Detail of Jesus on Junius Bassus’ sarcophagus.

Detail of Jesus on Junius Bassus’ sarcophagus. (Steven Zucker/CC BY NC SA 2.0)

Junius Bassus’ Transition

The sarcophagus of Junius Bassus once spoke volumes to its audience. Not only was it among the earliest visuals of Jesus of Nazareth in the newly Christian world, but it is also special because it provides Christian scenes on a coffin.

Bacchus was often associated with death; the transformative qualities of his character usually referred to one's mental state (due to alcohol) and one's physical state (as Bacchus himself is a twice-born god). Christianity has a similar emphasis on the afterlife.
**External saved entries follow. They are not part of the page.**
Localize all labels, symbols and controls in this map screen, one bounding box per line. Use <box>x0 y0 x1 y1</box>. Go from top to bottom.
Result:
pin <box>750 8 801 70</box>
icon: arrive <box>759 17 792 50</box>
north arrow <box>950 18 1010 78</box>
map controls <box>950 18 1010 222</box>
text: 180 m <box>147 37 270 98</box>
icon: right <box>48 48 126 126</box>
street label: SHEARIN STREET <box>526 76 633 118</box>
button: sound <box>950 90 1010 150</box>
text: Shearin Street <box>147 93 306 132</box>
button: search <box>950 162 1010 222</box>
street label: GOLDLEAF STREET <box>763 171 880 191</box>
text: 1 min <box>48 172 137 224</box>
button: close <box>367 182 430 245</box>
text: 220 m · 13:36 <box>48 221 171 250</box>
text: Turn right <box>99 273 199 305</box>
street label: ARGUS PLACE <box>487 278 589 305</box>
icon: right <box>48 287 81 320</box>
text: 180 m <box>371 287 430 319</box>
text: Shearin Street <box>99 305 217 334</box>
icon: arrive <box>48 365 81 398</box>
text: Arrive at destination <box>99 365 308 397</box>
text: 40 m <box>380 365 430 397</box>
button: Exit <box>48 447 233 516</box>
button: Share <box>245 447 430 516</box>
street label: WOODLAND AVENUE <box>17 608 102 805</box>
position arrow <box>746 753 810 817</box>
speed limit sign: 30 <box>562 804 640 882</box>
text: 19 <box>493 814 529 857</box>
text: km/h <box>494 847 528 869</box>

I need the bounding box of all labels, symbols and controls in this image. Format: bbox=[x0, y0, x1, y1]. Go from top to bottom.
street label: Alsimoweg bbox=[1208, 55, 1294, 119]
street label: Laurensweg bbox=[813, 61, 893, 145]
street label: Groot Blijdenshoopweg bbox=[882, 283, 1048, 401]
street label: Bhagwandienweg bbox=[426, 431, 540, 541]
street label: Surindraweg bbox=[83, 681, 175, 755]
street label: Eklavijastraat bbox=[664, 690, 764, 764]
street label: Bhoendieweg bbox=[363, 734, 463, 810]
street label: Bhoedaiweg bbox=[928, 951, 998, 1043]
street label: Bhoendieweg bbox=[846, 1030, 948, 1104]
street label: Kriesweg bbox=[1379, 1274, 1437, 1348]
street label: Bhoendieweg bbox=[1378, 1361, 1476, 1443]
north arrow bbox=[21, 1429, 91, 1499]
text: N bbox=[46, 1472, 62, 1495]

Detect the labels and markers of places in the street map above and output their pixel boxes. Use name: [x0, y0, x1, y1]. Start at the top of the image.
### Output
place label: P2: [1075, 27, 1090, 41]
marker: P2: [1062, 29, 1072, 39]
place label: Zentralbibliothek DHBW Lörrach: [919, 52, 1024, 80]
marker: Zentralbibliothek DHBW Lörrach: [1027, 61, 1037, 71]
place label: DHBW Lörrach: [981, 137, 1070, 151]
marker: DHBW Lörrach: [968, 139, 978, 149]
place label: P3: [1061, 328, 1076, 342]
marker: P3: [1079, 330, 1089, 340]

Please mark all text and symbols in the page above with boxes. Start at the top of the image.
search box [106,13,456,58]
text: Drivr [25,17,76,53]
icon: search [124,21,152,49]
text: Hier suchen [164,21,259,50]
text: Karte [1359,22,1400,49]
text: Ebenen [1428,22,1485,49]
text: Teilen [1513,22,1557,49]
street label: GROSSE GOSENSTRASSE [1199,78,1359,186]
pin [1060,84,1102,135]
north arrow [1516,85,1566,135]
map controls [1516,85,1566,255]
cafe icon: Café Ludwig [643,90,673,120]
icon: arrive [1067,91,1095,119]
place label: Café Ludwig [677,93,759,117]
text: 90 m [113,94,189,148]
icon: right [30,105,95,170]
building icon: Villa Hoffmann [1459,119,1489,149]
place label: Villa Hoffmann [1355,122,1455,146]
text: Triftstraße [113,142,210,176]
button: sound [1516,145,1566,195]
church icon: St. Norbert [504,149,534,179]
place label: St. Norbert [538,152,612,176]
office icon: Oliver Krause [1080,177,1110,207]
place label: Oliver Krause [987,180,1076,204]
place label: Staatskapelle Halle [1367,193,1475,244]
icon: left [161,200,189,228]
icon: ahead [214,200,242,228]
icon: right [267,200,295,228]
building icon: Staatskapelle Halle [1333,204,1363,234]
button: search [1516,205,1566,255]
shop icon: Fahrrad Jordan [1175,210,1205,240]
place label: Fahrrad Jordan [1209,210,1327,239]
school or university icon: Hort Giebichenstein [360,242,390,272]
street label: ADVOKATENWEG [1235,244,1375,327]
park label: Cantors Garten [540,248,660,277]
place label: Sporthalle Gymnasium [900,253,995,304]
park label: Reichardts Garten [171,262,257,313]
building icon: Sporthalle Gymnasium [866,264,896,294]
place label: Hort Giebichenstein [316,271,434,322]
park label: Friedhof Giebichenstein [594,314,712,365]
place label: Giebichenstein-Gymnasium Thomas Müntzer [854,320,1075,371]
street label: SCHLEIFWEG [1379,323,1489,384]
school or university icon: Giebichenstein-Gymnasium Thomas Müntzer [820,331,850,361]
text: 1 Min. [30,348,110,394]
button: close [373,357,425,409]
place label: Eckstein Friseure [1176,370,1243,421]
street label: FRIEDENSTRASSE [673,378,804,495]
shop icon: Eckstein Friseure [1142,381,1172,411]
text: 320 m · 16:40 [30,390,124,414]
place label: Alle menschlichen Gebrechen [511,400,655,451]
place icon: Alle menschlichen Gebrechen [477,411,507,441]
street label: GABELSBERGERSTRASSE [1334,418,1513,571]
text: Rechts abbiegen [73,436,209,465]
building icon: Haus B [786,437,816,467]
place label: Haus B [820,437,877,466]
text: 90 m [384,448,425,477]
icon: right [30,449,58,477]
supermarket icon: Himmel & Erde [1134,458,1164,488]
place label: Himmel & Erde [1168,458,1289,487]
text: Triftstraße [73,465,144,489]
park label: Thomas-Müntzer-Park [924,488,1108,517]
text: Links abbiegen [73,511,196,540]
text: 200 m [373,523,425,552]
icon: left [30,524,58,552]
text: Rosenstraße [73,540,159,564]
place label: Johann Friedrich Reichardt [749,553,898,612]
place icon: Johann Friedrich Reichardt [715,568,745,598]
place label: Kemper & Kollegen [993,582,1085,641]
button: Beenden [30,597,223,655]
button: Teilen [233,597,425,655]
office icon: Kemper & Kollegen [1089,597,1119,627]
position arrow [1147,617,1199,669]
The use of a sarcophagus as an early medium for Christian visuals would therefore still speak to both religious sects, though with the former quite obviously on the way out the door.

Bacchus’ by Caravaggio.

‘Bacchus’ by Caravaggio. (Public Domain)

Junius Bassus was a Roman politician serving under Constantine I, the latter the emperor who allowed Christianity to become  one of the official religions of Rome. Both Constantine and Bassus made the decision to convert to Christianity, though neither made the decision before reaching their deathbeds. This also indicates the importance of a sarcophagus as an early medium for Christian depictions: what eventually gave Christianity sway over the pagan religions was the promise—the guarantee—of life after death. Thus, the sarcophagus—in both imagery and shape—was meant to represent not only Bassus' transition to the Christian faith but the empire's as well.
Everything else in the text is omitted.